After each hybridization, the sample is imaged to detect signals. Probes are then chemically removed or “bleached” to prepare for the next round. This cyclical process is repeated approximately 8 to 20 times, depending on barcode complexity and the number of genes targeted. The precise position of each fluorescent spot is recorded in every imaging round.
Finally, collected images undergo computational analysis. Software decodes the binary barcode for each RNA molecule by piecing together fluorescence across all imaging rounds at each spatial location. This identifies the specific RNA species and its precise coordinates within the cell or tissue. Computational analysis also includes image processing to correct for artifacts, RNA molecule detection, and quality control.
What MERFISH Reveals
MERFISH provides a detailed view of gene expression by mapping the location and quantity of thousands of RNA molecules.
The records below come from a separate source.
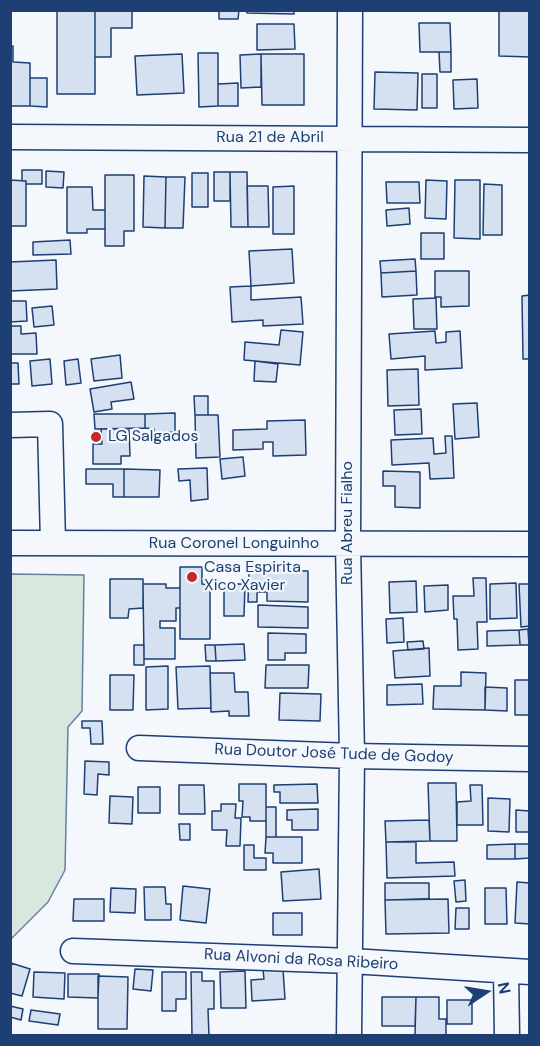 <!DOCTYPE html>
<html>
<head>
<meta charset="utf-8">
<style>
  body { margin:0 }
  #map { position:relative; width:540px; height:1046px; overflow:hidden; background:#f4f7fb; font-family:"DM Sans",sans-serif }
  canvas { display:block }
  .frame { position:absolute; inset:0; border:12px solid #1d3f73; pointer-events:none }
  .north { position:absolute; left:456px; top:962px; width:60px; height:60px; -webkit-text-stroke:4px #f4f7fb; paint-order:stroke; rotate:78deg; font-size:16px; font-weight:700; line-height:24px; text-align:center; color:#1d3f73 }
  .north::after { content:''; display:block; margin:auto; width:21px; height:27px; background:#1d3f73; clip-path:polygon(50% 0,100% 100%,50% 72%,0 100%) }
</style>
</head>
<body>
<div id="map">
<canvas width="540" height="1046"></canvas>
<div class="frame"></div>
<div class="north">N</div>
</div>
<script>
const c = document.querySelector('canvas').getContext('2d');
c.lineJoin = 'round';
function fillPath(path, color) { c.fillStyle = color; c.fill(path, 'evenodd'); }
function stroke(path, color, width, dash) { c.strokeStyle = color; c.lineWidth = width; c.lineCap = dash ? 'butt' : 'round'; c.setLineDash(dash || []); c.stroke(path); }
function write(font, color, halo, rows, align = 'center') {
  c.font = font + ' "DM Sans",sans-serif'; c.lineWidth = 4.5; c.setLineDash([]); c.textBaseline = 'middle'; c.strokeStyle = halo; c.fillStyle = color; for (const [text, x, y, turn = 0] of rows) {
    c.save(); c.translate(x, y); c.rotate((+turn || 0) * Math.PI / 180); c.textAlign = isNaN(turn) ? turn : align; if (halo) c.strokeText(text, 0, 0); c.fillText(text, 0, 0); c.restore();
  }
}
const green = new Path2D(`
  M 11,574 L 84,575 L 82,711 L 68,727 L 65,870 L 48,902 L 11,939 Z`);
fillPath(green, '#d7e8df');
stroke(green, '#687fa3', 1.5);
const building = new Path2D(`
  M 57,10 L 95,10 L 95,94 L 57,94 Z
  M 95,10 L 132,10 L 132,28 L 111,28 L 111,57 L 95,57 Z
  M 219,10 L 239,10 L 238,19 L 219,19 Z
  M 247,10 L 294,10 L 294,14 L 247,13 Z
  M 499,10 L 530,10 L 530,57 L 499,56 Z
  M 419,23 L 450,23 L 451,52 L 420,52 Z
  M 257,24 L 294,24 L 295,49 L 257,50 Z
  M 10,46 L 13,46 L 13,62 L 30,63 L 30,106 L 10,106 Z
  M 439,52 L 451,52 L 451,72 L 440,72 Z
  M 198,53 L 218,53 L 218,106 L 199,107 Z
  M 182,54 L 184,93 L 137,95 L 135,56 Z
  M 261,54 L 261,87 L 241,88 L 240,55 Z
  M 261,54 L 304,54 L 304,105 L 262,105 Z
  M 375,72 L 418,73 L 417,110 L 374,109 Z
  M 422,74 L 437,74 L 437,108 L 422,108 Z
  M 30,78 L 47,78 L 47,107 L 30,106 Z
  M 477,79 L 478,108 L 454,109 L 453,80 Z
  M 238,83 L 238,106 L 218,106 L 218,84 Z
  M 22,170 L 42,170 L 42,184 L 26,184 L 26,181 L 22,181 Z
  M 46,171 L 64,172 L 63,188 L 46,187 Z
  M 214,172 L 230,172 L 230,201 L 214,201 Z
  M 230,172 L 247,172 L 248,227 L 231,227 Z
  M 192,173 L 208,173 L 208,207 L 192,207 Z
  M 105,175 L 134,175 L 134,231 L 124,231 L 124,246 L 105,246 Z
  M 144,176 L 166,177 L 165,228 L 143,227 Z
  M 166,177 L 185,177 L 183,228 L 165,228 Z
  M 10,180 L 26,181 L 26,226 L 10,226 Z
  M 426,180 L 447,181 L 446,219 L 425,218 Z
  M 455,180 L 480,180 L 480,239 L 454,238 Z
  M 386,182 L 419,182 L 420,203 L 387,203 Z
  M 484,184 L 502,185 L 502,235 L 483,235 Z
  M 247,186 L 268,186 L 269,227 L 248,227 Z
  M 294,186 L 294,234 L 273,234 L 273,187 Z
  M 67,187 L 92,187 L 93,210 L 105,210 L 105,229 L 87,229 L 87,233 L 67,233 Z
  M 409,208 L 410,224 L 387,226 L 386,210 Z
  M 421,233 L 444,233 L 444,259 L 421,259 Z
  M 70,240 L 71,254 L 33,255 L 33,242 Z
  M 292,249 L 294,283 L 251,286 L 249,251 Z
  M 415,259 L 416,271 L 381,273 L 380,261 Z
  M 56,260 L 57,289 L 10,291 L 10,262 Z
  M 416,271 L 417,295 L 382,297 L 381,273 Z
  M 435,271 L 469,271 L 469,306 L 441,307 L 441,297 L 435,297 Z
  M 251,286 L 251,300 L 301,297 L 303,324 L 263,326 L 263,320 L 232,322 L 230,287 Z
  M 530,295 L 530,359 L 523,359 L 522,296 Z
  M 436,298 L 437,329 L 414,329 L 413,299 Z
  M 10,301 L 26,301 L 27,321 L 10,322 Z
  M 52,306 L 54,325 L 34,327 L 32,308 Z
  M 10,326 L 21,326 L 21,334 L 36,333 L 37,354 L 10,354 Z
  M 281,330 L 303,332 L 300,365 L 244,360 L 245,342 L 279,345 Z
  M 435,331 L 436,343 L 446,342 L 446,332 L 460,331 L 462,368 L 425,370 L 425,356 L 391,359 L 389,334 Z
  M 120,355 L 122,378 L 94,381 L 91,359 Z
  M 50,359 L 52,384 L 32,386 L 30,361 Z
  M 78,359 L 81,383 L 66,385 L 64,361 Z
  M 255,361 L 278,364 L 276,382 L 254,381 Z
  M 10,363 L 18,363 L 19,384 L 10,384 Z
  M 418,369 L 419,405 L 388,406 L 387,370 Z
  M 131,382 L 134,399 L 111,402 L 112,409 L 94,412 L 90,389 Z
  M 194,396 L 208,396 L 208,415 L 195,415 Z
  M 477,403 L 479,437 L 455,439 L 453,404 Z
  M 421,409 L 422,434 L 395,435 L 394,410 Z
  M 175,413 L 175,432 L 155,433 L 154,429 L 145,428 L 145,414 Z
  M 94,414 L 145,414 L 145,428 L 95,429 Z
  M 195,415 L 218,415 L 220,457 L 196,458 Z
  M 305,420 L 306,455 L 273,456 L 273,442 L 263,442 L 263,449 L 233,450 L 233,430 L 267,429 L 267,421 Z
  M 101,429 L 129,429 L 130,456 L 121,456 L 121,464 L 93,464 L 93,444 L 102,444 Z
  M 445,436 L 452,436 L 454,478 L 430,479 L 429,463 L 392,465 L 391,440 L 433,438 L 434,454 L 446,453 Z
  M 243,457 L 245,476 L 222,479 L 220,459 Z
  M 207,468 L 208,499 L 191,501 L 190,480 L 179,481 L 178,469 Z
  M 86,469 L 124,469 L 124,497 L 113,497 L 113,484 L 86,484 Z
  M 124,469 L 160,470 L 159,497 L 124,497 Z
  M 383,471 L 420,472 L 420,508 L 395,507 L 395,486 L 383,486 Z
  M 180,567 L 202,567 L 202,584 L 210,585 L 210,639 L 180,639 Z
  M 249,570 L 308,571 L 308,602 L 267,601 L 267,592 L 257,592 L 257,602 L 248,602 Z
  M 473,578 L 486,578 L 487,622 L 477,622 L 478,649 L 458,650 L 457,619 L 454,619 L 453,596 L 474,596 Z
  M 110,579 L 143,579 L 143,608 L 129,609 L 128,618 L 110,618 Z
  M 416,581 L 417,612 L 390,613 L 389,582 Z
  M 516,583 L 517,618 L 490,619 L 490,584 Z
  M 143,584 L 166,584 L 166,588 L 180,588 L 180,608 L 176,608 L 176,621 L 160,621 L 160,628 L 175,628 L 175,659 L 144,659 Z
  M 224,584 L 245,584 L 244,616 L 224,616 Z
  M 519,584 L 530,584 L 530,626 L 521,627 Z
  M 448,585 L 448,610 L 425,612 L 424,586 Z
  M 258,605 L 308,607 L 308,628 L 258,627 Z
  M 403,618 L 404,642 L 387,643 L 386,619 Z
  M 528,629 L 529,645 L 520,645 L 519,630 Z
  M 519,630 L 520,645 L 487,646 L 487,631 Z
  M 268,633 L 306,634 L 306,653 L 285,653 L 285,660 L 268,660 Z
  M 423,641 L 424,649 L 408,650 L 407,642 Z
  M 244,644 L 245,660 L 216,661 L 215,645 Z
  M 134,645 L 144,645 L 144,665 L 134,665 Z
  M 205,645 L 215,645 L 216,661 L 206,661 Z
  M 429,648 L 430,676 L 395,678 L 393,651 Z
  M 266,665 L 309,665 L 308,688 L 265,688 Z
  M 168,666 L 168,709 L 146,710 L 146,667 Z
  M 210,666 L 211,708 L 178,709 L 176,667 Z
  M 461,672 L 486,673 L 485,710 L 433,709 L 434,686 L 461,686 Z
  M 210,673 L 234,673 L 235,692 L 248,692 L 249,716 L 229,716 L 229,711 L 211,712 Z
  M 110,675 L 134,675 L 133,710 L 110,710 Z
  M 515,680 L 530,680 L 530,715 L 515,715 Z
  M 422,684 L 423,704 L 387,705 L 387,685 Z
  M 485,687 L 507,688 L 507,711 L 485,710 Z
  M 280,693 L 321,694 L 320,721 L 279,720 Z
  M 82,721 L 102,721 L 103,744 L 91,744 L 90,728 L 82,728 Z
  M 85,761 L 109,762 L 109,775 L 98,774 L 97,795 L 84,794 Z
  M 428,783 L 456,783 L 457,841 L 430,841 Z
  M 239,784 L 266,784 L 266,821 L 250,821 L 250,817 L 242,817 L 243,801 L 239,801 Z
  M 317,784 L 318,803 L 280,803 L 280,792 L 274,792 L 274,785 Z
  M 179,785 L 204,785 L 205,814 L 179,814 Z
  M 470,785 L 482,785 L 483,825 L 457,825 L 457,802 L 471,801 Z
  M 138,787 L 160,787 L 160,813 L 138,813 Z
  M 110,796 L 133,797 L 132,824 L 109,823 Z
  M 488,798 L 510,799 L 509,832 L 488,831 Z
  M 221,804 L 236,804 L 235,818 L 241,818 L 240,846 L 226,846 L 227,830 L 212,830 L 212,811 L 221,811 Z
  M 266,807 L 276,807 L 276,837 L 266,837 Z
  M 318,809 L 318,830 L 292,830 L 292,820 L 287,820 L 287,810 Z
  M 516,810 L 530,811 L 530,841 L 529,832 L 516,832 Z
  M 429,820 L 430,841 L 386,842 L 385,821 Z
  M 179,824 L 190,824 L 190,840 L 180,840 Z
  M 266,837 L 302,837 L 302,863 L 273,863 L 273,853 L 265,853 Z
  M 386,842 L 416,842 L 416,863 L 454,862 L 455,876 L 387,878 Z
  M 515,844 L 530,844 L 530,858 L 515,859 Z
  M 515,844 L 515,859 L 487,859 L 487,845 Z
  M 244,845 L 254,845 L 254,858 L 266,858 L 266,870 L 244,870 Z
  M 319,869 L 321,899 L 283,901 L 281,872 Z
  M 465,880 L 466,901 L 456,902 L 454,881 Z
  M 517,882 L 530,883 L 530,924 L 515,923 Z
  M 385,883 L 429,883 L 429,899 L 385,900 Z
  M 183,886 L 210,889 L 206,923 L 180,920 Z
  M 144,887 L 165,887 L 166,904 L 171,904 L 171,920 L 145,920 Z
  M 111,888 L 136,889 L 135,913 L 110,912 Z
  M 485,888 L 506,888 L 507,924 L 485,924 Z
  M 74,899 L 104,899 L 104,921 L 73,921 Z
  M 448,899 L 449,933 L 386,934 L 385,900 Z
  M 456,908 L 469,908 L 469,929 L 455,929 Z
  M 273,913 L 302,913 L 302,935 L 273,935 Z
  M 11,963 L 30,969 L 22,996 L 10,993 Z
  M 135,969 L 153,970 L 151,991 L 133,989 Z
  M 283,969 L 285,999 L 252,1001 L 251,980 L 264,979 L 263,970 Z
  M 245,971 L 246,1008 L 221,1008 L 220,972 Z
  M 34,972 L 65,973 L 64,999 L 33,997 Z
  M 162,972 L 186,972 L 186,999 L 176,999 L 176,1011 L 162,1011 Z
  M 191,972 L 202,972 L 202,981 L 214,981 L 214,1009 L 208,1009 L 209,1036 L 192,1036 Z
  M 68,974 L 99,974 L 98,998 L 68,997 Z
  M 98,976 L 128,977 L 127,1029 L 98,1029 Z
  M 382,997 L 416,997 L 415,1026 L 382,1026 Z
  M 416,997 L 439,997 L 439,1019 L 446,1019 L 446,1036 L 415,1036 Z
  M 447,1000 L 472,1000 L 472,1024 L 447,1024 Z
  M 10,1006 L 23,1009 L 21,1020 L 10,1017 Z
  M 31,1010 L 60,1014 L 58,1025 L 29,1021 Z`);
fillPath(building, '#d5e0f0');
stroke(building, '#1d3f73', 1.5);
const minor = new Path2D(`
  M 10,137 L 530,140
  M 10,425 L 50,424 L 53,543
  M 10,543 L 530,544
  M 139,748 L 352,756 L 530,759
  M 73,951 L 351,961 L 530,972
  M 506,972 L 507,1036
  M 349,1036 L 352,756 L 348,544 L 350,10`);
stroke(minor, '#1d3f73', 27);
stroke(minor, '#f4f7fb', 24);
for (const [x, y, r, color] of [
  [96,437,6,"#c62828"],
  [192,577,6,"#c62828"]
]) { const dot = new Path2D(); dot.arc(x, y, r, 0, 2 * Math.PI); c.fillStyle = color; c.fill(dot); stroke(dot, '#f4f7fb', 2); }
write('16px', '#1d3f73', '#f4f7fb', [
  ["Rua 21 de Abril",270,138],
  ["Rua Abreu Fialho",348,523,-90],
  ["Rua Coronel Longuinho",234,544],
  ["Rua Doutor José Tude de Godoy",334,754,2],
  ["Rua Alvoni da Rosa Ribeiro",301,960,3]
]);
write('16px', '#1d3f73', '#f4f7fb', [
  ["LG Salgados",108,437],
  ["Casa Espirita",204,568],
  ["Xico Xavier",204,586]
], 'left');
</script>
</body>
</html>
It offers a “spatial transcriptomic” perspective, showing not just active genes, but where their RNA products reside within cells and tissues. It can simultaneously measure the copy number and spatial distribution of hundreds to tens of thousands of RNA species in individual cells with high precision.
MERFISH offers exceptional resolution, often reaching single-molecule and single-cell precision. Researchers can identify and count individual RNA molecules, providing a granular understanding of gene expression patterns. Data reveals how RNA molecules are distributed within a cell’s cytoplasm or nucleus, and how cell types are spatially organized within tissues. This detail allows identification of RNA species enriched in specific subcellular compartments, providing insights into their function and regulation.
Impact and Applications
MERFISH has impacted various fields of scientific research by providing a detailed view of gene expression in its native spatial context. In neuroscience, it is advancing brain mapping by allowing scientists to chart the expression patterns of thousands of genes across large brain regions. This helps in understanding complex neural circuits, the diversity of cell types in the brain, and the molecular underpinnings of behavior and cognition. For instance, MERFISH can reveal how gene expression changes in specific cell types contribute to neurodegenerative diseases like Alzheimer’s and Parkinson’s.
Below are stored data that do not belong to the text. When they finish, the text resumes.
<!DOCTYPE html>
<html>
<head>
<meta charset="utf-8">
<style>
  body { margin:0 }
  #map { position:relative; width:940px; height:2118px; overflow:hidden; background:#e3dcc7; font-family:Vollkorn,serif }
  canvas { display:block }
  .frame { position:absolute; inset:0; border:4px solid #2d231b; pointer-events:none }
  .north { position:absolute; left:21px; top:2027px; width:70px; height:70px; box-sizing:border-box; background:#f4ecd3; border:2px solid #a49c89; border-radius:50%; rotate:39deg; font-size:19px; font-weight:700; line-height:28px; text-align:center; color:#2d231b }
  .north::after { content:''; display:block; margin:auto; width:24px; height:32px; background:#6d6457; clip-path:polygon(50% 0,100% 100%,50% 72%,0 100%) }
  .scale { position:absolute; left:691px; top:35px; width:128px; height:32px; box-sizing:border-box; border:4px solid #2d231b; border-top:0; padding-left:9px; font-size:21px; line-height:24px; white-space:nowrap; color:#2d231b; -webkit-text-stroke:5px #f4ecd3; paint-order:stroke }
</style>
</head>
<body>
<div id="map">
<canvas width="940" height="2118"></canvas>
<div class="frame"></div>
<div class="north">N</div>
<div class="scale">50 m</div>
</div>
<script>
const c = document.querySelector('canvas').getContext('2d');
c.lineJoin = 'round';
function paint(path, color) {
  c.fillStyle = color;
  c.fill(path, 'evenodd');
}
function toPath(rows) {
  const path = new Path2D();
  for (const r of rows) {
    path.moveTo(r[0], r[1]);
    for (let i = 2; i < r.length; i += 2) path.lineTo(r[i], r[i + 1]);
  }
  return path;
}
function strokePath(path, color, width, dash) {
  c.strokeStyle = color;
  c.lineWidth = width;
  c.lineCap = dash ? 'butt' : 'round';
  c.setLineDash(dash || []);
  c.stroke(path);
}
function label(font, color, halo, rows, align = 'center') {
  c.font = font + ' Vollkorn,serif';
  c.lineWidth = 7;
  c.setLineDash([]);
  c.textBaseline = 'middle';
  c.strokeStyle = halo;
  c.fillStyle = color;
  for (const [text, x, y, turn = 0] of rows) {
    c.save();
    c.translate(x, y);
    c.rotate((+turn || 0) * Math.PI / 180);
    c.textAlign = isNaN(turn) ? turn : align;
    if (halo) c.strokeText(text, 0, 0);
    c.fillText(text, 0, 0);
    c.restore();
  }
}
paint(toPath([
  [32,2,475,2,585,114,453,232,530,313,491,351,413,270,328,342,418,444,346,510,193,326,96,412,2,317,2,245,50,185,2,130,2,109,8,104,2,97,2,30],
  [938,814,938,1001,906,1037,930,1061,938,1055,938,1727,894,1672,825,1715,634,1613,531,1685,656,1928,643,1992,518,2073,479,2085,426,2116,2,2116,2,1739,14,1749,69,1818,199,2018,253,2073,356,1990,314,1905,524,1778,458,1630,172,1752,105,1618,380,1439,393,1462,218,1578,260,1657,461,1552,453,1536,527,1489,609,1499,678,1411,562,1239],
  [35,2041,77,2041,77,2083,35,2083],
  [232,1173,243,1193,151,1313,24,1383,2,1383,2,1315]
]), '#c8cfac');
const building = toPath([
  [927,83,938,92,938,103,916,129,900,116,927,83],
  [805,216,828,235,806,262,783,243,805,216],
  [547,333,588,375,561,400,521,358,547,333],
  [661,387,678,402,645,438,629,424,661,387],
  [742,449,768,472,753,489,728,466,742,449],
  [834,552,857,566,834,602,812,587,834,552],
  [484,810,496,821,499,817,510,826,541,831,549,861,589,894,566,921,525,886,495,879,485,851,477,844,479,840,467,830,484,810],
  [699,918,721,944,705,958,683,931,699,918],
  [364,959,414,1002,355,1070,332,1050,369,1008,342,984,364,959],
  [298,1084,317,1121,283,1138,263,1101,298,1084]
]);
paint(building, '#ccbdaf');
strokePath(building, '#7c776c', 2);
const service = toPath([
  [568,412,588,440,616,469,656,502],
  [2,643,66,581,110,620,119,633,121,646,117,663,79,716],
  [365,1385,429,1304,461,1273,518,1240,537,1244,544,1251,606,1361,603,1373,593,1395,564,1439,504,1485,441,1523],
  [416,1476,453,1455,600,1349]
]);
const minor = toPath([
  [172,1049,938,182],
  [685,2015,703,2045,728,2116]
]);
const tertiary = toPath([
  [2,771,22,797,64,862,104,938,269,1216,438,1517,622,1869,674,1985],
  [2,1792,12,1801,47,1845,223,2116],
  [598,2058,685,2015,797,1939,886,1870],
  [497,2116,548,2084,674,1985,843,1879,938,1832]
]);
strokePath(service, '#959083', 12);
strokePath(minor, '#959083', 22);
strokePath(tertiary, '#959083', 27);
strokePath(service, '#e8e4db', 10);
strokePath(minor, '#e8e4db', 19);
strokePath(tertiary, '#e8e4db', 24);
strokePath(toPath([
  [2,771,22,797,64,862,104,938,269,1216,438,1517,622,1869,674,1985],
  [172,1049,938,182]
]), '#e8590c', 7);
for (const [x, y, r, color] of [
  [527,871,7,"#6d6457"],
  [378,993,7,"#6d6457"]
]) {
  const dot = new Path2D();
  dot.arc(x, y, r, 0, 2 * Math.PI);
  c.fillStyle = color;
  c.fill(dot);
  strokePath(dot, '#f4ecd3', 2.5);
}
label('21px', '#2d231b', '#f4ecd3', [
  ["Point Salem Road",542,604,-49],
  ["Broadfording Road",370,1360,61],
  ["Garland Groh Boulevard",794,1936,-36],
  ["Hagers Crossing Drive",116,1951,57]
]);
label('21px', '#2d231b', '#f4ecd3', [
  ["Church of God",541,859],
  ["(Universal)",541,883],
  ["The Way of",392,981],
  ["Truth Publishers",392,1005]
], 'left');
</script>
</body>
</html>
In developmental biology, MERFISH helps researchers understand how cells differentiate and organize to form tissues and organs, by visualizing gene expression changes during development. It allows for detailed studies of gene expression changes in tissues affected by genetic disorders, offering insights into the underlying molecular mechanisms. This spatially resolved gene expression information aids in understanding how cells communicate and interact to drive developmental processes.
MERFISH also contributes to immunology and cancer research. It enables detailed profiling of tumor microenvironments, revealing cellular diversity within tumors. By mapping gene expression across entire tumor tissues, researchers can gain a deeper understanding of cellular composition, tumor biology, and responses to various treatments. This can help identify specific oncogenes or immune cell populations, potentially guiding personalized therapies.
The technique’s ability to analyze both fresh frozen and formalin-fixed paraffin-embedded (FFPE) tissue samples, which are commonly found in clinical biobanks, broadens its applicability to translational research. This allows scientists to leverage large archives of patient samples for studies on disease progression and treatment outcomes. MERFISH is a powerful tool for uncovering the molecular landscape of cells and tissues in both healthy and diseased states, driving new discoveries in biology and medicine.